A Heavy Reckoning

Emily Mayhew

Profile, £16.99

Review by Mark Smith

A HEAVY Reckoning is not easy to read: there's blood on its pages, and pain; people die and nearly die and some wish they had. But this brief history of what recent wars and conflicts have done to British soldiers physically and mentally is uplifting as well as dispiriting because it is about what a bomb can do to humans but, more importantly, it is also about what medics can do to save lives.

There is one story in particular that I am never likely to forget: the story of Scottish paratrooper Scott Meenagh. Meenagh was on his second tour of duty with 2nd Battalion, the Parachute Regiment, in Afghanistan in 2011, when he and comrades walked into an area littered with IEDs, or improvised explosive devices, and set them off.

There were three explosions in all – the first when a soldier up ahead of Scott stepped on an IED and was blown to pieces. As Scott gathered up the body parts so that the enemy could claim no trophies and buried anything too small to get at – blobs of drying blood, bits of flesh – he remembers seeing crows swooping down to peck at a foot.

Then, a few minutes later, Scott also stepped on an IED. The blast lifted him up and dumped him down on the earth. Both his legs were gone. Every soldier carries torniquets for this kind of situation so Scott, lying in the soil, applied them to each stump to control the bleeding.

Then there was a third explosion. Screams, shrapnel, and a dead body landed on top of Scott. Two of Scott’s team said they would get him out and the last thing he remembers is the rescue helicopter landing in the distance.

In her book, Emily Mayhew, a medical military historian who studies the history of severe casualty in warfare, describes all of this carnage in the most extraordinary, close-up detail and by the end you appreciate her for doing it – after all, why on earth would she spare us? Afghanistan and Iraq, she points out, were a grim continuation of what the human race has always done – a century ago wounds inflicted in the First World War by shells were much the same as IEDs – and if there is any hope of changing that, we need to know the details: we need to see the blood and hear what happens to the soldiers. Sparing the details risks anaesthetising and in the longer term glorifying war.

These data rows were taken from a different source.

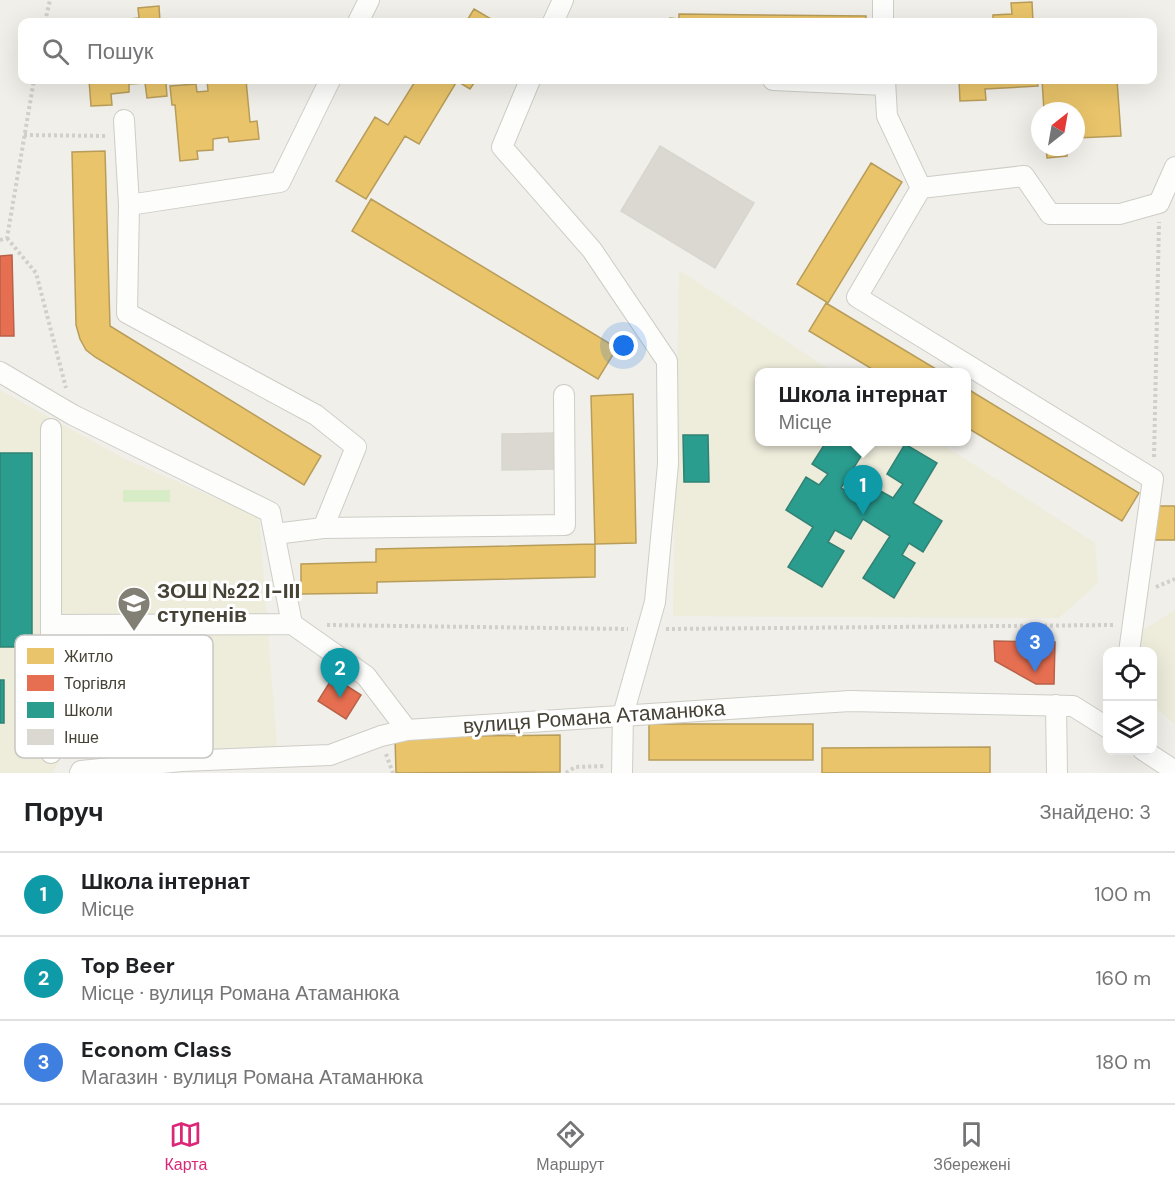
<!DOCTYPE html>
<html lang="uk">
<head>
<meta charset="utf-8">
<style>
  body { margin:0; font-family:"DM Sans",sans-serif; background:#f2f2f2; color:#202124 }
  .controls { position:absolute; right:18px; bottom:18px; display:grid; overflow:hidden; border-radius:12px; box-shadow:0 6px 24px #0002 }
  .controls button { width:54px; height:54px; display:grid; place-items:center; padding:0; border:0; border-bottom:2px solid #e0e0e0; background:#fff; color:#202124; font:30px sans-serif }
  .compass { position:absolute; left:1031px; top:102px; width:54px; height:54px; border-radius:50%; background:#fff; box-shadow:0 6px 24px #0002; rotate:31deg }
  .you { position:absolute; left:624px; top:346px; width:21px; height:21px; margin:-15px; border:4px solid #fff; border-radius:50%; background:#1a73e8; box-shadow:0 0 0 9px #1a73e833 }
  .badge { display:grid; place-items:center; width:39px; height:39px; border-radius:50%; background:#db2777; color:#fff; font-size:20px; font-weight:700 }
  .pin { position:absolute; translate:-50% -50px; filter:drop-shadow(0 2px 3px #0008) }
  .pin::after { content:''; position:absolute; top:32px; width:21px; height:18px; background:inherit; clip-path:polygon(0 0,100% 0,50% 100%) }
  .popup { position:absolute; left:755px; top:368px; width:216px; height:78px; box-sizing:border-box; display:grid; place-content:center; border-radius:12px; background:#fff; filter:drop-shadow(0 2px 4px #0005); font-size:20px; white-space:nowrap; color:#757577 }
  .popup b { font-size:22px; color:#202124 }
  .popup::after { content:''; position:absolute; left:50%; top:100%; margin-left:-12px; border:12px solid transparent; border-top-color:#fff }
  .list { margin:0; padding:0; list-style:none }
  h2 { display:flex; justify-content:space-between; align-items:center; height:78px; margin:0; padding:0 24px; font-size:26px }
  h2 small { font-size:20px; font-weight:400; color:#757577 }
  .list li { display:grid; grid-template-columns:39px 1fr auto; gap:18px; align-items:center; box-sizing:border-box; height:84px; padding:0 24px; border-top:2px solid #e0e0e0 }
  .list b { display:block; font-size:22px; white-space:nowrap }
  .list p { margin:0; font-size:20px; white-space:nowrap; color:#757577 }
  .list em { font-size:20px; font-style:normal; color:#757577 }
  .icon { flex:none; width:33px; height:33px; fill:none; stroke:currentColor; stroke-width:2; stroke-linecap:round; stroke-linejoin:round }
  .map { position:relative; flex:none; width:1175px; height:773px; overflow:hidden }
  .search { position:absolute; background:#fff; box-shadow:0 6px 24px #0002; left:18px; right:18px; top:18px; height:66px; display:flex; align-items:center; gap:15px; box-sizing:border-box; padding:0 21px; border-radius:12px; color:#757577; font-size:22px }
  .sheet { height:330px; background:#fff }
  nav { display:flex; justify-content:space-around; align-items:center; box-sizing:border-box; height:84px; border-top:2px solid #e0e0e0; background:#fff; font-size:16px; color:#757577 }
  nav a { display:grid; justify-items:center; gap:3px }
  nav .on { color:#db2777 }
  .map>svg:first-child { display:block }
</style>
</head>
<body>
<div class="map">
<svg width="1175" height="773" viewBox="0 0 1175 773">
  <rect width="100%" height="100%" fill="#f0efe9"/>
  <path fill="#eeecdb" d="M679,270L833,372H760V442H939L1095,543L1098,583L1059,618L673,616Z
    M0,390L125,459L259,517L277,747L62,757L52,773H0Z
    M1175,610V724L1153,706L1152,652H1139L1140,632Z"/>
  <path fill="#d8ecc8" d="M123,490H170V502H123Z"/>
  <path fill="#e9c46a" stroke="#b89d5a" stroke-width="1.5" d="M1032,2L1033,22H964L993,21V15L1012,14L1011,3Z
    M159,6L160,22H121V20L139,18L138,8Z
    M474,9L496,22H466Z
    M679,14L866,16V20L875,21V22H670V18L679,19Z
    M89,80H174V82L166,83L167,96L147,98L145,83L129,84V92L111,94L112,105L91,106Z
    M207,80H246L250,122L257,121L259,139L229,142L228,137L213,139V150L197,151L198,159L180,161L175,105H172L170,86L196,84L197,92L208,91Z
    M416,80H476L470,89L457,81L419,144L405,136L366,199L336,181L375,117L388,125Z
    M959,80H1037L1038,86L985,89L986,100L960,101Z
    M1042,80H1117L1121,136L1076,138V111H1044Z
    M1046,147H1067V156L1047,158Z
    M105,151L110,326L321,456L304,485L95,357L86,350L80,339L76,325L72,152Z
    M871,163L902,182L828,303L797,284Z
    M371,199L617,348L598,379L352,231Z
    M826,303L941,372H877L809,331Z
    M966,388L1139,493L1122,521L966,427Z
    M633,394L636,543L595,544L591,396Z
    M1154,506H1175V540H1153Z
    M595,544V577L377,582V593L301,594V564L376,562V549Z
    M649,724H813V760H649Z
    M560,735V772L396,773L395,737Z
    M990,747V773H822V748Z"/>
  <path fill="#e76f51" stroke="#b76249" stroke-width="1.5" d="M12,255L14,336H0V256Z
    M994,641L1055,642L1054,684H1036L995,661Z
    M333,677L361,695L346,719L318,701Z"/>
  <path fill="#2a9d8f" stroke="#328274" stroke-width="1.5" d="M683,435H708L709,482H684Z
    M826,442H845L863,453L841,488L868,504L877,489L893,498L903,484L887,474L905,444L937,463L913,503L942,521L923,552L909,543L902,555L915,563L894,598L863,578L890,536L863,519L851,539L835,530L828,542L844,551L822,587L788,567L813,527L786,510L806,477L819,485L828,474L812,464Z
    M0,453H32V647H0Z
    M0,680H4V723H0Z"/>
  <path fill="#dad8d1" stroke="#d8d6cf" stroke-width="1.5" d="M660,146L754,203L715,268L621,211Z
    M554,433V469L502,470V434Z"/>
  <g fill="none" stroke-linecap="round" stroke-linejoin="round">
    <defs>
      <path id="minor" d="M883,0V22
        M358,22L369,0
        M553,22L563,0
        M330,80L280,182L129,205L127,313L316,415L356,447L323,528L565,525L564,395
        M530,80L502,147L592,250L667,361L668,464L655,602L623,715L622,773
        M773,80L885,85
        M885,80L887,116L921,188L857,297L1153,479L1129,652
        M124,120L129,205
        M921,188L1024,176L1050,214H1120L1159,203L1175,167
        M0,372L73,415L270,512L292,624L366,676L407,730
        M275,534L323,528
        M51,625L292,624
        M1056,705L1057,773
        M1143,750L1175,771
        M51,753V429
        M80,773L81,771L182,761L330,755L381,736L407,730L850,701L1073,706L1108,728"/>
    </defs>
    <use href="#minor" stroke="#cecdc6" stroke-width="22"/>
    <path stroke="#d1cfca" stroke-width="4" stroke-dasharray="3 3" stroke-linecap="butt" d="M45,22L50,0
      M24,135L107,136
      M7,238L36,273L66,388
      M0,240L7,238L34,80
      M1154,457L1159,222
      M1156,587L1175,579
      M327,625L628,629
      M666,629L1114,625
      M386,754L393,773
      M566,773L575,767L606,766"/>
    <use href="#minor" stroke="#fdfdfc" stroke-width="20"/>
  </g>
  <defs>
    <symbol id="school-pin" viewBox="-11 -11 22 30"><path d="M0 17L-7.5 6A9.5 9.5 0 1 1 7.5 6Z" fill="#827f74" stroke="#fff"/><path d="M0-5L7-2L0 1L-7-2ZM-4 1L0 2.5L4 1V4Q0 6-4 4Z" fill="#fff"/></symbol>
  </defs>
  <g fill-rule="evenodd">
    <use href="#school-pin" x="115" y="584" width="38" height="52"/>
  </g>
  <g text-anchor="middle" stroke-width="6" stroke-linejoin="round" paint-order="stroke">
    <g font-size="21" font-weight="bold" fill="#464235" stroke="#fff" text-anchor="start">
      <text x="157" y="598">ЗОШ №22 І-ІІІ<tspan x="157" dy="24">ступенів</tspan></text>
    </g>
    <g font-size="21" fill="#464235" stroke="#fff">
      <text transform="translate(594 717) rotate(-4)" y="7">вулиця Романа Атаманюка</text>
    </g>
  </g>
  <rect x="15" y="635" width="198" height="123" rx="9" fill="#fff" stroke="#c8c6c2" stroke-width="1.5"/>
  <rect x="27" y="648" width="27" height="16" fill="#e9c46a"/>
  <rect x="27" y="675" width="27" height="16" fill="#e76f51"/>
  <rect x="27" y="702" width="27" height="16" fill="#2a9d8f"/>
  <rect x="27" y="729" width="27" height="16" fill="#dad8d1"/>
  <g font-size="16" fill="#464235">
    <text x="64" y="662">Житло</text>
    <text x="64" y="689">Торгівля</text>
    <text x="64" y="716">Школи</text>
    <text x="64" y="743">Інше</text>
  </g>
</svg>
<div class="controls">
<button><svg class="icon" aria-label="locate" viewBox="0 0 24 24"><circle cx="12" cy="12" r="6"/><path d="M12 2v4M12 18v4M2 12h4M18 12h4"/></svg></button>
<button><svg class="icon" aria-label="layers" viewBox="0 0 24 24"><path d="M12 4l9 5-9 5-9-5zM3 14l9 5 9-5"/></svg></button>
</div>
<svg class="compass" viewBox="-18 -18 36 36"><path d="M0-13l5 13h-10z" fill="#e53935"/><path d="M0 13l5-13h-10z" fill="#757577"/></svg>
<div class="you"></div>
<div class="pin badge" style="left:863px;top:515px;background:#0f9aa8">1</div>
<div class="popup"><b>Школа інтернат</b>Місце</div>
<div class="pin badge" style="left:340px;top:698px;background:#0f9aa8">2</div>
<div class="pin badge" style="left:1035px;top:672px;background:#3f7fe0">3</div>
<div class="search"><svg class="icon" aria-label="search" viewBox="0 0 24 24"><circle cx="10" cy="10" r="6"/><path d="M15 15l6 6"/></svg>Пошук</div>
</div>
<section class="sheet">
<h2>Поруч<small>Знайдено: 3</small></h2>
<ul class="list">
<li><span class="badge" style="background:#0f9aa8">1</span><div><b>Школа інтернат</b><p>Місце</p></div><em>100 m</em></li>
<li><span class="badge" style="background:#0f9aa8">2</span><div><b>Top Beer</b><p>Місце · вулиця Романа Атаманюка</p></div><em>160 m</em></li>
<li><span class="badge" style="background:#3f7fe0">3</span><div><b>Econom Class</b><p>Магазин · вулиця Романа Атаманюка</p></div><em>180 m</em></li>
</ul>
</section>
<nav>
<a class="on"><svg class="icon" aria-label="map" viewBox="0 0 24 24"><path d="M3 6l6-2 6 2 6-2v14l-6 2-6-2-6 2zM9 4v14M15 6v14"/></svg>Карта</a>
<a><svg class="icon" aria-label="directions" viewBox="0 0 24 24"><path d="M12 3l9 9-9 9-9-9zM9 14v-3h6M13 9l2 2-2 2"/></svg>Маршрут</a>
<a><svg class="icon" aria-label="saved" viewBox="0 0 24 24"><path d="M7 4h10v16l-5-4-5 4z"/></svg>Збережені</a>
</nav>
</body>
</html>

Mayhew’s strategy is to do the opposite and take us straight into the frontline with Scott and his comrades and then, step by step, she takes us through what happens when a soldier is seriously injured. We climb into the helicopter and watch its medical team, known as MERT (Medical Emergency Response Team), whose job is to keep the casualty alive on the way to hospital. We then head into the field hospital at Camp Bastion, which is not unlike the trauma unit of a large NHS hospital except that, at the height of the conflict in Afghanistan, Bastion saw more patients in a week than most NHS trauma departments see in a year. And finally, we head back home to Britain where casualties begin the physical rehabilitation, with other less obvious problems lurking in the background: anxiety, depression, memory loss.

Of course, the medics can suffer from the same kind of problems too, when, as most of them do, they return from the war zones to work in NHS hospitals. In one of the most vivid passages in a vivid book, Mayhew quotes a doctor who was profoundly affected by what he saw. “The intensity of the experience carved deep channels in my mind,” he says, “and my thoughts as they flow about their daily business easily find themselves rolling downstream into those channels.”

But the section on the medics also raises perhaps the most disturbing point of Mayhew’s book. The doctors and nurses have a huge collective experience of treating blast injuries, built up during their years working in conflicts, but the fact that we are no longer fighting in Afghanistan is not the end of the story. Quite the opposite: sadly, depressingly, the attack in Manchester means that the experience of the doctors and nurses who treated the soldiers on the frontline of Afghanistan is just as likely to be needed now on the new home front of terrorism.